= Yorkshire Brigade =

British Army infantry formation

The Yorkshire Brigade was an administrative brigade formation of the British Army from 1948 to 1968. The brigade administered the regular infantry regiments of Yorkshire, England.

After the Second World War there were 14 infantry depots in Britain, each bearing a letter. The depots were territorially organised, and Infantry Depot E at Catterick was the headquarters for six line county regiments recruiting in Yorkshire and Northumberland.

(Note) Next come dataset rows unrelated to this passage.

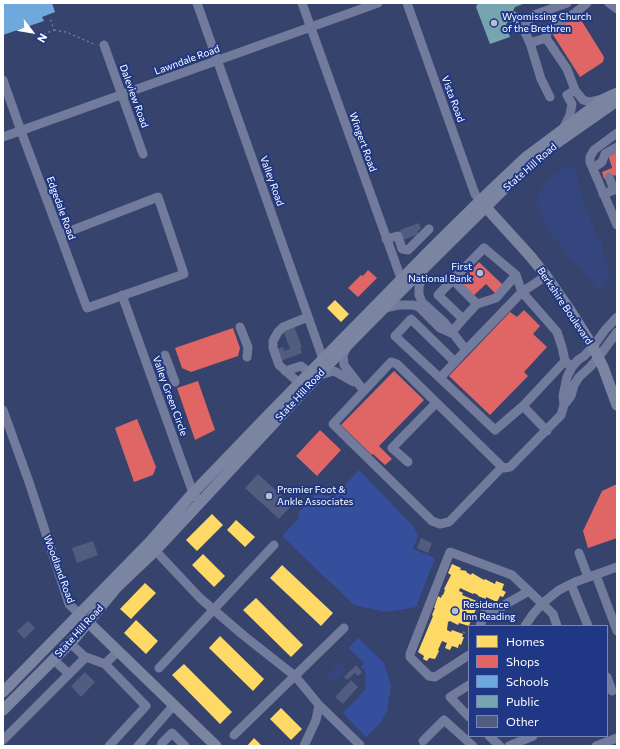 <!DOCTYPE html>
<html>
<head>
<meta charset="utf-8">
<style>
	body { margin:0 }
	#map { position:relative; width:620px; height:749px; overflow:hidden; background:#36436d; font-family:Commissioner,sans-serif }
	canvas { display:block }
	.frame { position:absolute; inset:0; border:4px solid #fff; pointer-events:none }
	.legend { position:absolute; left:468px; top:625px; width:140px; height:112px; box-sizing:border-box; background:#1f3784; border:1px solid #7987b5; margin:0; padding:5px 7px; list-style:none; font-size:12px; color:#fff }
	.legend li { display:flex; align-items:center; gap:8px; height:20px }
	.legend b { width:20px; border:1px solid #7987b5 }
	.north { position:absolute; left:12px; top:12px; width:40px; height:40px; -webkit-text-stroke:3px #1f3784; paint-order:stroke; rotate:121deg; font-size:11px; font-weight:700; line-height:16px; text-align:center; color:#fff }
	.north::after { content:''; display:block; margin:auto; width:14px; height:18px; background:#fff; clip-path:polygon(50% 0,100% 100%,50% 72%,0 100%) }
</style>
</head>
<body>
<div id="map">
<canvas width="620" height="749"></canvas>
<div class="frame"></div>
<ul class="legend">
<li><b style="height:11px;background:#ffd966"></b>Homes</li>
<li><b style="height:11px;background:#e06666"></b>Shops</li>
<li><b style="height:11px;background:#6fa8dc"></b>Schools</li>
<li><b style="height:11px;background:#76a5af"></b>Public</li>
<li><b style="height:11px;background:#525c7e"></b>Other</li>
</ul>
<div class="north">N</div>
</div>
<script>
const c = document.querySelector('canvas').getContext('2d');
c.lineJoin = 'round';
function fill(path, color) { c.fillStyle = color; c.fill(path, 'evenodd'); }
const shape = rows => new Path2D(rows.map(r => 'M' + r).join(''));
function strokePath(path, color, width, dash) { c.strokeStyle = color; c.lineWidth = width; c.lineCap = dash ? 'butt' : 'round'; c.setLineDash(dash || []); c.stroke(path); }
function write(font, color, halo, rows, align = 'center') {
  c.font = font + ' Commissioner,sans-serif'; c.lineWidth = 4; c.setLineDash([]); c.textBaseline = 'middle'; c.strokeStyle = halo; c.fillStyle = color; for (const [text, x, y, turn = 0] of rows) {
    c.save(); c.translate(x, y); c.rotate((+turn || 0) * Math.PI / 180); c.textAlign = isNaN(turn) ? turn : align; if (halo) c.strokeText(text, 0, 0); c.fillText(text, 0, 0); c.restore();
  }
}
fill(shape([
	[359,470,412,525,418,536,413,549,435,558,416,607,386,612,354,605,282,536,299,518,299,512,316,494,334,497],
	[358,638,384,663,391,686,387,712,380,723,366,737,343,713,365,690,366,673,361,667,364,663,348,648]
]), '#354f9c');
fill(shape([
	[568,164,575,169,585,206,598,238,602,242,602,249,610,275,605,285,601,289,597,289,549,232,536,203,539,192,547,182],
	[340,663,344,665,346,669,334,682,329,680,327,675]
]), '#34467d');
fill(shape([
	[335,300,349,314,341,322,327,308],
	[212,514,223,525,197,551,186,540],
	[236,520,255,537,245,547,227,530],
	[203,554,225,576,214,587,192,565],
	[452,564,461,568,460,570,467,571,466,572,471,575,472,573,484,580,485,579,495,584,496,581,504,584,502,590,506,592,503,597,500,596,497,602,486,597,486,599,478,596,478,595,474,593,473,594,460,588,459,591,463,593,462,595,479,602,474,614,477,615,475,621,471,620,469,626,459,623,458,625,450,621,448,622,447,630,451,632,452,630,463,634,462,637,464,637,461,645,459,644,458,648,452,646,450,650,445,648,447,643,442,641,438,650,439,651,435,659,429,658,427,661,423,659,424,656,418,652,433,616,432,615,435,608,434,608,438,596,441,598,442,595,443,595,445,590,444,589,451,575,448,573],
	[282,565,333,613,321,626,270,578],
	[145,583,156,593,131,619,120,609],
	[256,598,303,645,291,657,243,610],
	[136,620,158,641,146,654,124,633],
	[220,636,264,679,253,691,209,648],
	[184,664,232,712,220,724,172,675],
	[281,708,302,729,291,740,270,719],
	[254,738,262,746,247,746]
]), '#ffd966');
fill(shape([
	[578,15,604,57,603,62,580,77,552,33],
	[617,151,617,179,615,175,604,179,602,172,612,168,608,154],
	[479,262,504,286,496,294,486,284,472,297,459,284],
	[368,270,377,278,358,297,348,288,361,275,363,276],
	[524,310,540,326,533,334,547,347,524,372,528,376,490,415,449,376,510,312,517,317],
	[233,328,240,348,238,356,191,372,182,368,175,348],
	[394,371,424,400,379,446,392,459,385,465,373,454,372,455,341,425],
	[198,381,215,430,195,440,177,388],
	[137,419,156,467,153,475,134,482,115,428],
	[320,430,341,450,317,476,296,456],
	[617,484,617,538,588,548,583,531,602,491]
]), '#e06666');
fill(shape([
	[3,3,52,3,55,12,42,17,44,21,3,35]
]), '#6fa8dc');
fill(shape([
	[478,3,526,3,515,7,513,11,522,15,517,26,508,21,506,25,510,37,490,44,476,7]
]), '#76a5af');
fill(shape([
	[419,223,421,229,417,231,419,234,403,240,400,230],
	[294,326,302,347,300,348,302,353,278,362,274,350,283,347,284,351,290,349,283,330],
	[258,474,292,505,279,519,245,488],
	[421,538,432,543,428,553,417,548],
	[93,541,98,555,77,563,72,548],
	[28,621,35,628,24,639,17,631],
	[356,665,362,672,358,676,355,673,347,680,344,677],
	[85,672,95,682,81,697,71,686],
	[351,680,358,687,343,704,335,697]
]), '#525c7e');
strokePath(shape([
	[54,30,66,32,96,45],
	[39,36,54,30,50,18],
	[463,632,465,633]
]), '#727b9b', 1.5, [2, 3]);
strokePath(shape([
	[197,3,323,359,327,362],
	[302,3,403,284],
	[407,3,475,194,480,201],
	[609,3,617,9],
	[546,38,567,69,575,90,567,95,572,104,570,115,563,129],
	[546,38,530,43,541,79,550,97],
	[546,38,548,29,575,13,587,3],
	[530,43,524,30,526,23,534,15,567,3],
	[104,45,143,154],
	[3,80,21,131,60,235,87,308,184,274,158,197,60,235],
	[575,90,583,100,590,102,603,99],
	[617,133,594,150,590,157,590,162,617,225],
	[3,137,378,3],
	[593,168,602,162,605,154,617,147],
	[609,177,614,190],
	[603,194,617,189],
	[386,239,398,236,402,249,408,250,429,229],
	[424,268,419,287,419,295,422,302,445,323,466,350,440,378,495,430,523,406,547,431],
	[453,280,477,304],
	[122,295,193,493,200,502],
	[385,308,399,305,413,305,419,307,440,328,451,333],
	[463,319,477,304,496,298,516,275],
	[240,327,248,347,247,357],
	[451,333,463,319,438,295,484,248,516,275,522,292,557,332,562,347,565,361,572,367],
	[347,347,343,355,344,365,364,391],
	[466,350,522,292,546,276],
	[165,355,175,382],
	[285,371,301,366,310,373],
	[320,375,334,371,354,382],
	[440,378,395,336,411,319,455,362],
	[299,383,279,365,273,348,273,341,278,332,283,327,308,317],
	[564,405,563,396,567,377,572,367,578,360,584,356,593,347,605,330,617,317],
	[523,406,565,361],
	[3,410,29,482,69,604,83,618],
	[408,462,392,448,436,403],
	[502,467,449,522,440,524,432,521,333,424,391,362,397,364,500,465,502,467,504,468,510,467,561,415,564,405,571,396,574,385,579,377,590,367,598,358,617,332],
	[151,546,200,598,243,635,295,676,319,705,316,720,304,746],
	[579,553,588,577],
	[596,575,617,631],
	[571,584,588,626],
	[480,626,485,611,497,611,506,604,529,591],
	[525,626,533,614,544,602,559,590,575,582,617,567],
	[70,643,85,657],
	[469,655,435,677,429,676,410,657,410,654,450,552,512,575,553,614,557,626],
	[54,660,69,674,86,657,105,664,118,651],
	[105,664,146,706,109,746],
	[159,668,274,545],
	[607,677,612,691],
	[469,685,450,697,469,717],
	[319,705,360,745],
	[234,735,344,628],
	[489,736,500,746],
	[3,740,69,674],
	[423,741,444,720,473,746],
	[138,746,174,705],
	[161,746,162,743,172,733,185,746],
	[509,746,533,736],
	[596,746,617,738]
]), '#727b9b', 9);
strokePath(shape([
	[482,203,531,257,546,276,571,312,593,347,603,367,617,405],
	[88,622,216,746],
	[3,692,132,560,149,543,193,493,270,413,433,247,486,195,525,158,604,99,617,93],
	[3,710,75,638,117,587,155,551,329,364,405,287,514,179,544,152,617,101]
]), '#7b84a0', 11);
for (const [x, y, r, color] of [
	[494,23,4,"#b9bdcc"],
	[480,273,4,"#b9bdcc"],
	[269,496,4,"#b9bdcc"],
	[455,611,4,"#b9bdcc"]
]) { const dot = new Path2D(); dot.arc(x, y, r, 0, 2 * Math.PI); c.fillStyle = color; c.fill(dot); strokePath(dot, '#1f3784', 1.5); }
write('10px', '#fff', '#1f3784', [
	["Wyomissing Church",502,17],
	["of the Brethren",502,29],
	["First",472,267,"right"],
	["National Bank",472,279,"right"],
	["Premier Foot &",277,490],
	["Ankle Associates",277,502],
	["Residence",463,605],
	["Inn Reading",463,617]
], 'left');
write('10px', '#fff', '#1f3784', [
	["Lawndale Road",187,60,-20],
	["Daleview Road",134,96,70],
	["Vista Road",453,99,70],
	["Wingert Road",363,142,70],
	["State Hill Road",530,167,-41],
	["Valley Road",272,181,70],
	["Edgedale Road",61,208,70],
	["Berkshire Boulevard",565,306,56],
	["State Hill Road",300,395,-47],
	["Valley Green Circle",170,396,70],
	["Woodland Road",59,569,70],
	["State Hill Road",79,631,-48]
]);
</script>
</body>
</html>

In 1948, the depots adopted names and this depot became the Yorkshire and Northumberland Brigade, with all regiments being reduced to a single battalion at the same time. The brigade was formed on 14 July 1948 and combined the depots of the following regiments:
- The Royal Northumberland Fusiliers
- The West Yorkshire Regiment (The Prince of Wales's Own)
- The East Yorkshire Regiment (The Duke of York's Own)
- The Green Howards (Alexandra, Princess of Wales's Own Yorkshire Regiment)
- The Duke of Wellington's Regiment (West Riding)
- The York and Lancaster Regiment

Under the defence review announced in July 1957, the number of battalions in the brigade was reduced to four in 1958: the East Yorkshire Regiment and the West Yorkshire Regiment were amalgamated into the Prince of Wales's Own Regiment of Yorkshire, while the Royal Northumberland Fusiliers were transferred to the newly formed Fusilier Brigade. This led to the Yorkshire and Northumberland Brigade being renamed as simply the Yorkshire Brigade.

As part of the 1958 reforms, all regiments in the Brigade adopted a common cap badge depicting a crowned white rose above a scroll inscribed "Yorkshire". Regimental collar badges continued to be worn. From 1960 the Yorkshire Brigade was based at Queen Elizabeth Barracks in Strensall.

On 1 July 1968 the Yorkshire Brigade was united with the Lancastrian and North Irish Brigades, to form the King's Division.